Key Experimental Results¶
Main Results¶
| Dataset | Metric | Ours (Aegle) | DeepSeek-V3.2 | GPT-4o | Gain |
|---|---|---|---|---|---|
| ClinicalBench | IDEA | 63.80 | 50.51 | 41.05 | +13.3 |
| ClinicalBench | SOAP | 53.42 | 38.64 | 29.38 | +14.8 |
| ClinicalBench | READ | 76.20 | 71.73 | 67.66 | +4.5 |
| RAPID-IPN | IDEA | 67.31 | 54.35 | 44.70 | +13.0 |
| RAPID-IPN | SOAP | 60.09 | 47.39 | 34.79 | +12.7 |
| RAPID-IPN | READ | 80.18 | 72.14 | 69.89 | +8.0 |
The evaluation covers 24 clinical departments and 53 fine-grained metrics.
Ablation Study¶
| Configuration | IDEA | SOAP | Description |
|---|---|---|---|
| Aegle (Full) | 63.80 | 53.42 | Complete framework |
| Single Agent (DeepSeek-V3.2) | 50.51 | 38.64 | No MDT collaboration |
| MiniMax-M2 | 57.78 | 46.18 | Strongest single-model baseline |
Key Findings¶
- Aegle consistently outperforms all baselines across all 53 metrics, including closed-source models like GPT-4o and Gemini 2.5.

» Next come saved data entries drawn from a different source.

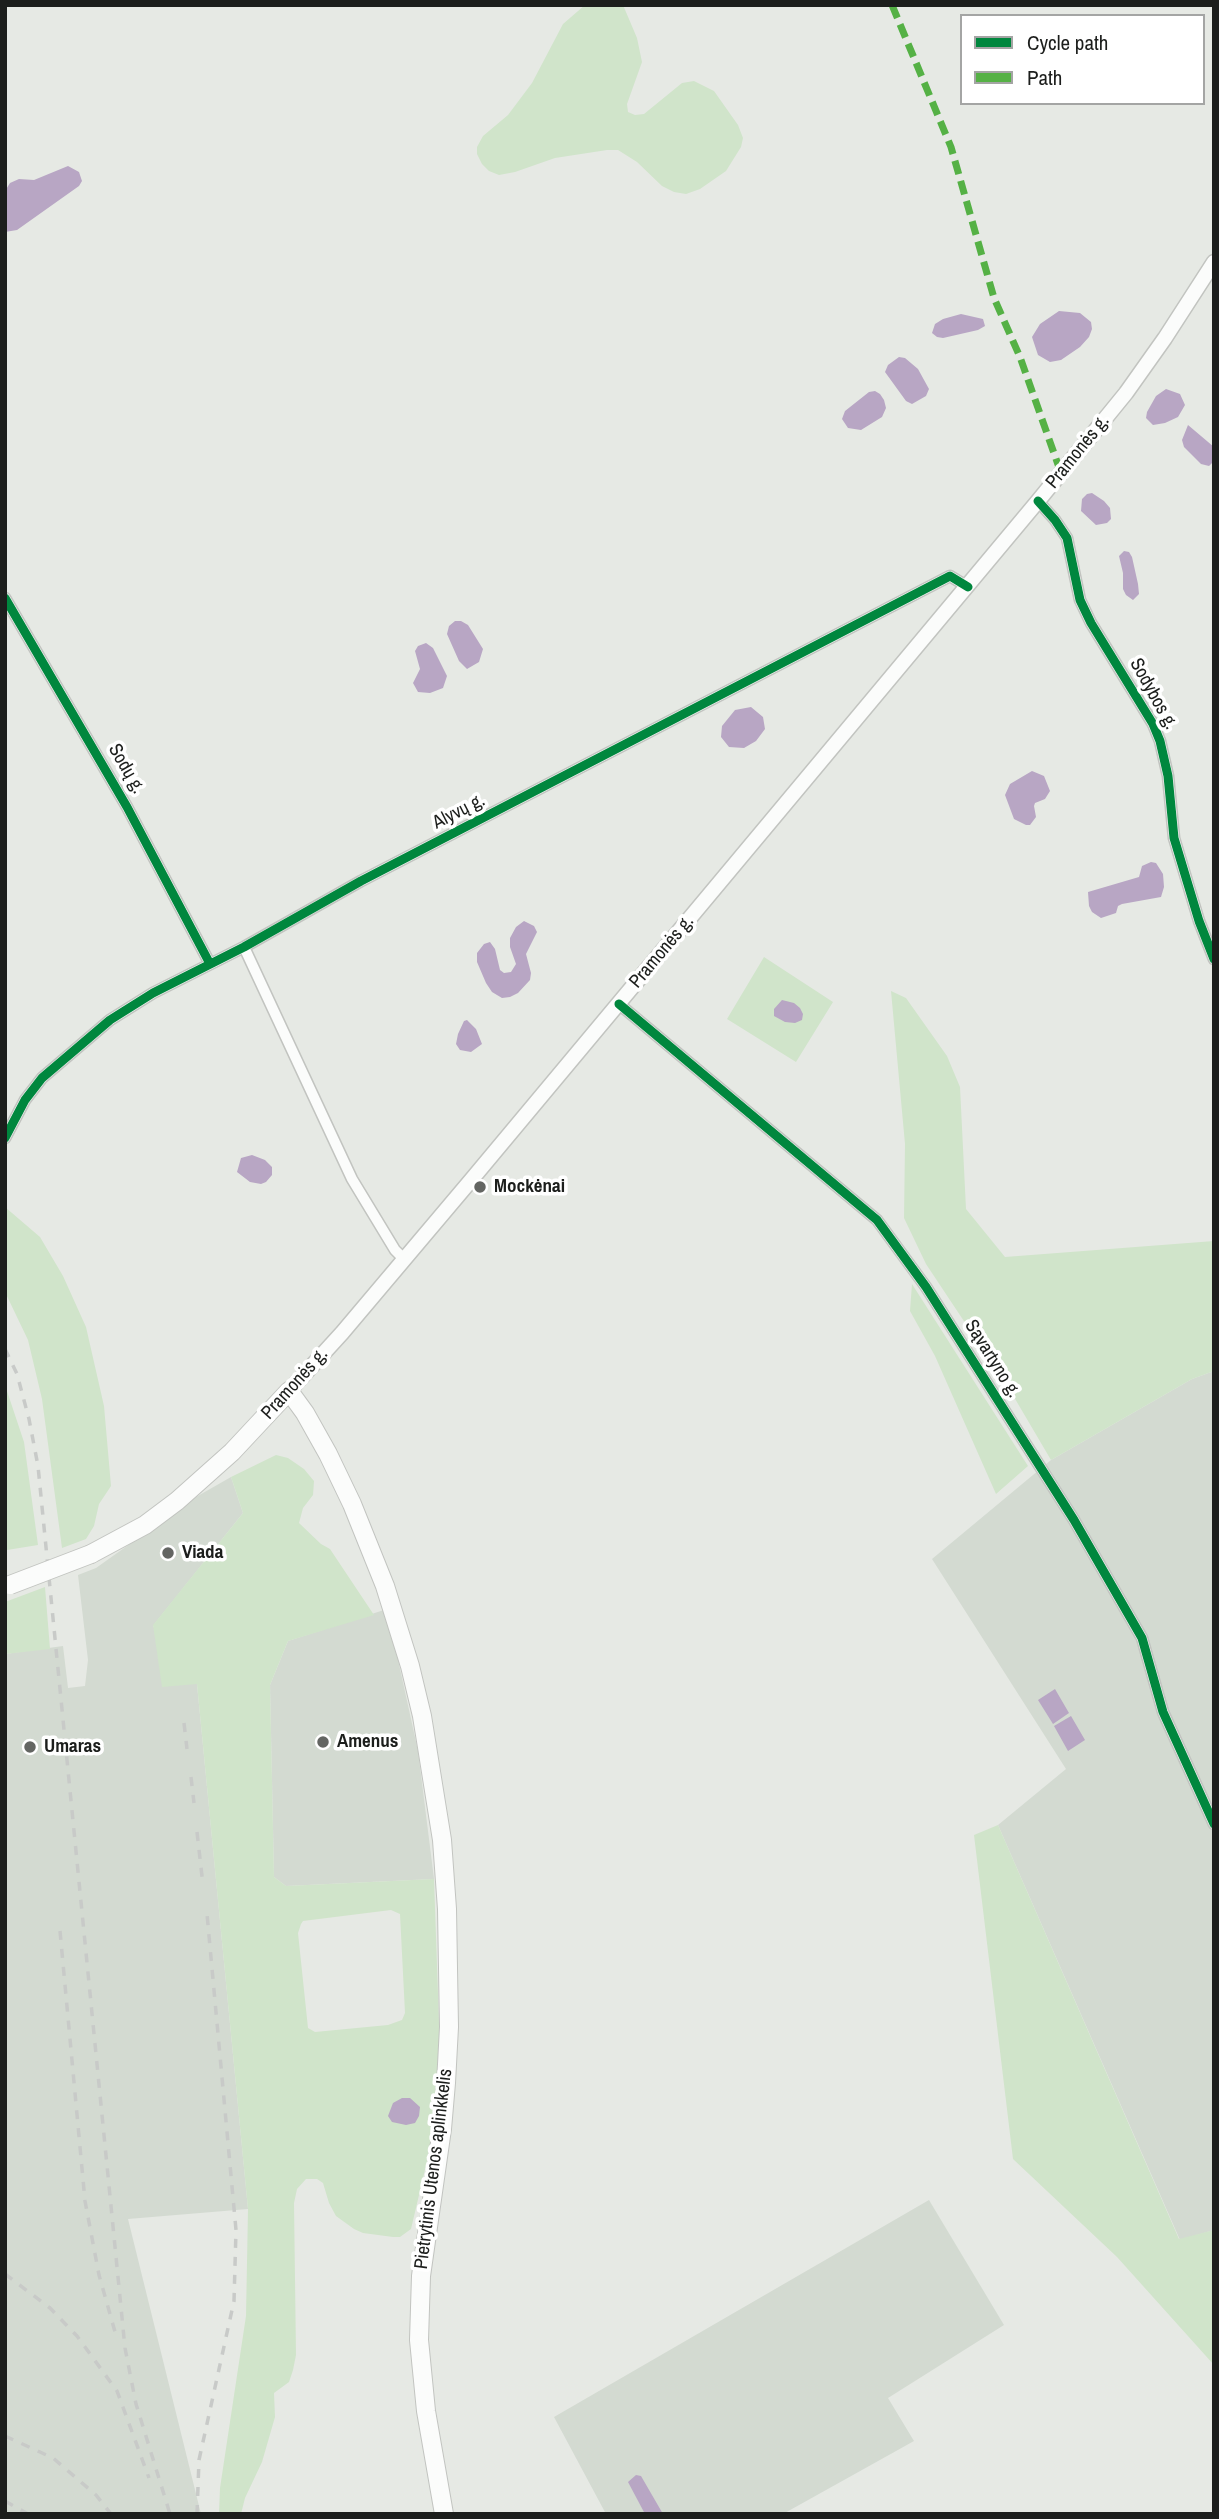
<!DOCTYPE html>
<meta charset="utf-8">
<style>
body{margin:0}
#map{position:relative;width:1219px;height:2519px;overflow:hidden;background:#e6e9e4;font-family:"Archivo Narrow",sans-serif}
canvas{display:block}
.frame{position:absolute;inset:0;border:7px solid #1c1e1c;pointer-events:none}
.legend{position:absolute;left:960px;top:14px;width:245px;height:91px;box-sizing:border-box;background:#fff;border:2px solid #a4a5a4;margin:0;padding:9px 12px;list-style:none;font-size:21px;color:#1c1e1c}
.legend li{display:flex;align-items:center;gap:14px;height:35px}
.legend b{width:35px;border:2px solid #a4a5a4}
</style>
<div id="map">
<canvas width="1219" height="2519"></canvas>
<div class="frame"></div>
<ul class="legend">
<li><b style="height:9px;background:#00873e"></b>Cycle path</li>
<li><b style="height:9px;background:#55b145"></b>Path</li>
</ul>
</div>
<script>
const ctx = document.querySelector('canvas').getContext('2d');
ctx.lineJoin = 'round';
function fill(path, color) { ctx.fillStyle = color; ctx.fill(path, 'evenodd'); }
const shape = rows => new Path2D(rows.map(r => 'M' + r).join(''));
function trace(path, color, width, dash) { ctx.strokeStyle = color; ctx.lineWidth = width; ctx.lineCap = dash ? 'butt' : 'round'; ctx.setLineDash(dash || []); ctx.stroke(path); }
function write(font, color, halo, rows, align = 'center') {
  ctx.font = font + ' "Archivo Narrow",sans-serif'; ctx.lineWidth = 7; ctx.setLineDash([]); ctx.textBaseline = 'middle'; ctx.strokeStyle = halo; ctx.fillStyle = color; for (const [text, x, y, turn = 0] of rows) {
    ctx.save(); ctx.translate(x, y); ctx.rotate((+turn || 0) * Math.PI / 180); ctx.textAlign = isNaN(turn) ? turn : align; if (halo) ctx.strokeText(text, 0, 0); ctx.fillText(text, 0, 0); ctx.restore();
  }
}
fill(shape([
 [1214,1371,1214,2230,1180,2240,998,1825,1066,1769,932,1559,1051,1460,1192,1379],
 [231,1477,243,1513,153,1626,197,1684,248,2209,128,2219,201,2514,5,2514,5,1654,63,1646,68,1688,85,1686,88,1660,78,1575,96,1568,196,1497],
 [384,1610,395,1646,418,1751,434,1879,286,1886,274,1877,270,1685,288,1641],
 [929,2200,1004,2325,888,2398,914,2441,783,2514,606,2514,554,2417]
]), '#d3dad1');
fill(shape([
 [585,5,623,5,637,38,642,62,627,104,628,112,635,115,644,114,682,83,694,81,714,91,738,125,743,138,741,147,726,171,700,189,686,194,674,192,662,186,637,162,618,150,607,150,555,158,515,172,499,175,489,171,482,164,477,154,477,147,483,136,508,115,532,83,563,24],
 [764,957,833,1002,796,1062,727,1019],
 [891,991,906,998,947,1056,960,1087,966,1209,1005,1257,1214,1241,1214,1371,1192,1379,1051,1460,1011,1392,926,1264,904,1218,905,1144],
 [5,1207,40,1237,63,1276,86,1327,104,1406,111,1486,99,1504,94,1526,86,1539,62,1548,42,1399,28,1340,5,1292],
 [912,1284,1028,1466,996,1494,935,1356,910,1311],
 [5,1385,24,1442,38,1545,7,1550,5,1562],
 [276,1455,288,1458,304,1469,314,1481,313,1495,303,1508,299,1523,321,1544,330,1549,374,1615,288,1641,270,1685,274,1877,286,1886,434,1879,440,2051,431,2144,411,2229,400,2237,393,2237,363,2233,354,2229,336,2216,329,2203,323,2183,317,2179,306,2179,297,2189,294,2203,296,2355,293,2370,289,2382,274,2393,275,2417,262,2462,245,2498,241,2514,219,2514,220,2488,246,2316,248,2209,197,1684,162,1687,153,1625,243,1513,231,1477],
 [391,1910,400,1914,405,2013,402,2020,388,2025,315,2032,308,2028,298,1933,301,1924,303,1921],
 [45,1587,50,1649,5,1654,5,1602],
 [998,1825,1179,2239,1214,2230,1214,2365,1117,2257,1013,2159,974,1835]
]), '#d0e4ca');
fill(shape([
 [68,166,79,172,82,181,79,186,17,230,5,232,5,191,10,183,19,179,34,180],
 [1059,311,1080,313,1091,322,1092,329,1089,337,1080,347,1061,360,1050,362,1038,355,1032,337,1040,324],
 [961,314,983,319,985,326,978,330,943,338,937,337,932,333,935,324,943,319],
 [899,357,905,358,918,369,929,389,926,396,912,404,906,401,885,372,888,365],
 [1166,389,1180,394,1185,405,1178,417,1165,423,1153,425,1146,418,1147,412,1156,396],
 [875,391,880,394,884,400,886,408,882,417,861,430,848,428,842,419,845,411,869,392],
 [1188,425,1214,447,1214,461,1209,466,1201,464,1184,447,1182,440],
 [1092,493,1104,501,1110,508,1111,519,1107,523,1096,525,1081,511,1082,499,1087,494],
 [1124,551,1129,552,1132,557,1138,584,1139,594,1133,600,1126,595,1123,589,1123,573,1119,556],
 [455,621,461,621,468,625,483,649,479,662,467,669,459,661,447,634,449,626],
 [426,643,433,648,447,676,443,688,430,693,418,692,413,683,420,669,415,651,418,646],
 [751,707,763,717,765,729,756,741,744,748,729,747,721,737,722,726,735,710],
 [1032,771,1044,776,1050,791,1045,799,1035,803,1034,806,1036,817,1030,825,1026,825,1014,819,1005,795,1010,784],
 [1151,862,1156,863,1163,874,1164,887,1161,897,1122,904,1118,906,1116,913,1101,918,1092,912,1089,906,1088,892,1139,877,1142,866],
 [524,921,534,926,537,932,526,954,531,973,530,980,518,993,510,997,502,998,492,992,486,983,477,962,477,953,484,944,490,942,495,949,500,970,504,973,511,972,516,964,510,947,510,938,516,927],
 [782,1000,794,1003,800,1008,803,1014,802,1020,795,1023,785,1022,774,1016,774,1009],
 [467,1020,476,1029,482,1044,471,1052,460,1050,456,1044,458,1034,464,1021],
 [252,1155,265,1160,272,1167,272,1175,266,1182,261,1184,250,1182,237,1172,241,1158],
 [1055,1689,1069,1713,1053,1724,1038,1700],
 [1071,1716,1085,1740,1068,1751,1054,1726],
 [402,2098,410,2098,420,2107,419,2116,415,2123,406,2125,392,2122,388,2116,393,2103],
 [636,2475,641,2476,663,2514,645,2514,628,2482]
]), '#b8a6c4');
const minor = shape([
 [1038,501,1055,520,1067,538,1080,600,1091,623,1153,724,1160,741,1168,776,1174,838,1199,921,1214,959],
 [5,598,127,807,209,962],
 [244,947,352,1179,395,1250,404,1259],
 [619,1004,877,1220,926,1287,1074,1520,1142,1638,1163,1712,1214,1824],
 [5,1138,25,1100,42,1078,110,1020,153,993,244,947,361,881,950,576,968,587]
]);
const major = shape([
 [289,1391,342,1333,472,1179,1038,501,1126,393,1165,338,1214,262]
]);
const highway = shape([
 [91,1554,145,1525,177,1501,232,1452,289,1391,305,1413,328,1454,352,1504,385,1586,410,1666,422,1716,442,1840,447,1909,449,2027,446,2083,442,2129,421,2276,419,2340,426,2411,444,2514]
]);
trace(minor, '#c2c4c0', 13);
trace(major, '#c2c4c0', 17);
trace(highway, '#c2c4c0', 20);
trace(minor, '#fbfcfb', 10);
trace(major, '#fbfcfb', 14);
trace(highway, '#fbfcfb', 18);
trace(shape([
 [5,1349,17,1374,29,1419,38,1466,125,2348,136,2404,170,2514],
 [184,1723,187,1749],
 [191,1777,194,1803],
 [197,1832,203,1885],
 [60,1931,85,2201,99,2275,117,2339],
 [5,2274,50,2308,77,2336,117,2391,149,2478],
 [5,2436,53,2458,96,2495,111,2514],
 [5,2501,28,2514],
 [197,2514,199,2460,234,2301,236,2230,207,1914]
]), '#c8cac8', 3.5, [9, 9]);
const highwayBridge = shape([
 [10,1585,91,1554]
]);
trace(highwayBridge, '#c2c4c0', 20, []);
trace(highwayBridge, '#fbfcfb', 18);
trace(shape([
 [892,5,951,147,994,298,1020,357,1061,473]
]), '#55b145', 7, [14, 7]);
trace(shape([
 [1038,501,1055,520,1067,538,1080,600,1091,623,1153,724,1160,741,1168,776,1174,838,1199,921,1214,959],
 [5,598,127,807,209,962],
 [619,1004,877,1220,926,1287,1074,1520,1142,1638,1163,1712,1214,1824],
 [5,1138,25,1100,42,1078,110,1020,153,993,244,947,361,881,950,576,968,587]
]), '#00873e', 9);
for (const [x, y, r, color] of [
 [480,1187,7,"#636562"],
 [168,1553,7,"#636562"],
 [323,1742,7,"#636562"],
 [30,1747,7,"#636562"]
]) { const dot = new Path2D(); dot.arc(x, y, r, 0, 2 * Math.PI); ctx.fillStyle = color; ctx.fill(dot); trace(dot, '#fff', 2.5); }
write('19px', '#1c1e1c', '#fff', [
 ["Pramonės g.",1078,452,-51],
 ["Sodybos g.",1153,694,61],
 ["Sodų g.",126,769,60],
 ["Alyvų g.",459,812,-27],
 ["Pramonės g.",662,952,-50],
 ["Sąvartyno g.",992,1359,58],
 ["Pramonės g.",295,1384,-48],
 ["Pietrytinis Utenos aplinkkelis",434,2169,-83]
]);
write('bold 19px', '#1c1e1c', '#fff', [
 ["Mockėnai",494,1187],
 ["Viada",182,1553],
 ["Amenus",337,1742],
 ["Umaras",44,1747]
], 'left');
</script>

- Even with the same backbone model (DeepSeek-V3.2), the multi-agent framework yields a +13.3 IDEA score improvement, proving the intrinsic value of the collaborative architecture.
- Improvements were more significant on the real-world clinical dataset RAPID-IPN, indicating the framework generalizes well to real-world scenarios.
Highlights & Insights¶
- Decoupled Parallel Reasoning: Independent analysis by specialized agents avoids the "flawed consensus" problem, making it safer and more controllable than debate-based multi-agent systems. This is transferable to other scenarios requiring multi-perspective analysis (e.g., law, financial risk assessment).
- SOAP Structured State as a Shared Blackboard: Elevating clinical documentation standards to a reasoning control mechanism—not just a recording format, but a tool for bias control. This "structure as constraint" approach is highly insightful.
- Write-before-talk Protocol: Ensuring the aggregator updates internal states before generating dialogue guarantees the separation of technical precision from patient communication, which is crucial for the deployability of medical AI.
Limitations & Future Work¶
- The framework relies entirely on the zero-shot capabilities of DeepSeek-V3.2 and does not explore fine-tuning specifically for clinical scenarios.
- Multi-agent calls increase reasoning costs (multiplying API calls); actual deployment must consider latency and cost.
- Evaluation is primarily based on Chinese clinical data; cross-language and cross-cultural generalization remains to be verified.
- Integration of multimodal information such as imaging and laboratory tests is not yet addressed.
Related Work & Insights¶
- vs AMIE: AMIE is a single-model interactive system prone to anchoring bias; Aegle expands the hypothesis space through multi-agent parallel reasoning.
- vs MDAgents: MDAgents adjusts topology based on task complexity, but interactions remain a black box; Aegle explicitly constrains the reasoning chain through structured SOAP states.
- vs MedAgents: MedAgents uses debate-based collaboration, which may lead to flawed consensus; Aegle’s decoupled parallel approach avoids mutual interference between agents.
Rating¶
- Novelty: ⭐⭐⭐⭐ The design of virtualizing MDT is novel, and the formalization of SOAP structured states is creative.
- Experimental Thoroughness: ⭐⭐⭐⭐⭐ Comprehensive evaluation across 24 departments, 53 metrics, ClinicalBench + real datasets, and multiple SOTA baselines.
- Writing Quality: ⭐⭐⭐⭐ The framework description is clear, though some mathematical notations are dense and could be further simplified.